━━━ The data

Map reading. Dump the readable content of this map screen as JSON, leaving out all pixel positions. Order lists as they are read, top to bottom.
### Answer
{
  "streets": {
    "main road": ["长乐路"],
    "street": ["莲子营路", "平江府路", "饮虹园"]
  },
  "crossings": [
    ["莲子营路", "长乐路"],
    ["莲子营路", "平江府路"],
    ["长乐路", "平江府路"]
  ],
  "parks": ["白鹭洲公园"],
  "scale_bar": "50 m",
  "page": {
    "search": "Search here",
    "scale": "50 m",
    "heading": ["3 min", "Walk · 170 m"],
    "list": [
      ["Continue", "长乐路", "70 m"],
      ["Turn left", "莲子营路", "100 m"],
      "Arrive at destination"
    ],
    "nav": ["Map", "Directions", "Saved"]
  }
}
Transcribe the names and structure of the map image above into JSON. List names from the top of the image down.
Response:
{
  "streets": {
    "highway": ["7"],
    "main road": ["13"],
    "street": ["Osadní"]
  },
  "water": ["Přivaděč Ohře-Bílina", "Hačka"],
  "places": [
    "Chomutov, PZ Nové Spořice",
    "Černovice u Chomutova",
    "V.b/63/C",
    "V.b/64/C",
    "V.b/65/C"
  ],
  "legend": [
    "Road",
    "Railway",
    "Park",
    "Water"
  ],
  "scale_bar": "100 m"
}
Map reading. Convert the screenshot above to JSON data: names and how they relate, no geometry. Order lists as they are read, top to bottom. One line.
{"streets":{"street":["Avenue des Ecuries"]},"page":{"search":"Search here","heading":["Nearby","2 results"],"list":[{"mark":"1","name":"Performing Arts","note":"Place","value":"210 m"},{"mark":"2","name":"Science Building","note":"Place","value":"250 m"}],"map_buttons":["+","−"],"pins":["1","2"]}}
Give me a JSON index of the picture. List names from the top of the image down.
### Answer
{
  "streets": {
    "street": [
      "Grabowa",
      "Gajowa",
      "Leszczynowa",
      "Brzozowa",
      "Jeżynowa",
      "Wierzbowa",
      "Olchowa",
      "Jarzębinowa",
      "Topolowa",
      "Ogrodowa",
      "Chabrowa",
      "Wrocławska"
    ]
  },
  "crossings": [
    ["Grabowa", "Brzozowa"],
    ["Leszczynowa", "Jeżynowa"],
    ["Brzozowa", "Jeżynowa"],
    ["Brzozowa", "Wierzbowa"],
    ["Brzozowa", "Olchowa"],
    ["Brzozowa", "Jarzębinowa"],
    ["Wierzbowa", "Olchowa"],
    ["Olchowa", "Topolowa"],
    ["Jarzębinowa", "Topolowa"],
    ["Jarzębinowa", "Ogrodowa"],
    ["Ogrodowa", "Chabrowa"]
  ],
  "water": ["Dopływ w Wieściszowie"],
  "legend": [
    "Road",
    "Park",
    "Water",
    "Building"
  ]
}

━━━━━━

Goal of the exercise: Please output the exact lines of the records above, beginning with the first and stopping after the line that holds "Give me a JSON", and nothing else.

Exercise result:
Map reading. Dump the readable content of this map screen as JSON, leaving out all pixel positions. Order lists as they are read, top to bottom.
### Answer
{
  "streets": {
    "main road": ["长乐路"],
    "street": ["莲子营路", "平江府路", "饮虹园"]
  },
  "crossings": [
    ["莲子营路", "长乐路"],
    ["莲子营路", "平江府路"],
    ["长乐路", "平江府路"]
  ],
  "parks": ["白鹭洲公园"],
  "scale_bar": "50 m",
  "page": {
    "search": "Search here",
    "scale": "50 m",
    "heading": ["3 min", "Walk · 170 m"],
    "list": [
      ["Continue", "长乐路", "70 m"],
      ["Turn left", "莲子营路", "100 m"],
      "Arrive at destination"
    ],
    "nav": ["Map", "Directions", "Saved"]
  }
}
Transcribe the names and structure of the map image above into JSON. List names from the top of the image down.
Response:
{
  "streets": {
    "highway": ["7"],
    "main road": ["13"],
    "street": ["Osadní"]
  },
  "water": ["Přivaděč Ohře-Bílina", "Hačka"],
  "places": [
    "Chomutov, PZ Nové Spořice",
    "Černovice u Chomutova",
    "V.b/63/C",
    "V.b/64/C",
    "V.b/65/C"
  ],
  "legend": [
    "Road",
    "Railway",
    "Park",
    "Water"
  ],
  "scale_bar": "100 m"
}
Map reading. Convert the screenshot above to JSON data: names and how they relate, no geometry. Order lists as they are read, top to bottom. One line.
{"streets":{"street":["Avenue des Ecuries"]},"page":{"search":"Search here","heading":["Nearby","2 results"],"list":[{"mark":"1","name":"Performing Arts","note":"Place","value":"210 m"},{"mark":"2","name":"Science Building","note":"Place","value":"250 m"}],"map_buttons":["+","−"],"pins":["1","2"]}}
Give me a JSON index of the picture. List names from the top of the image down.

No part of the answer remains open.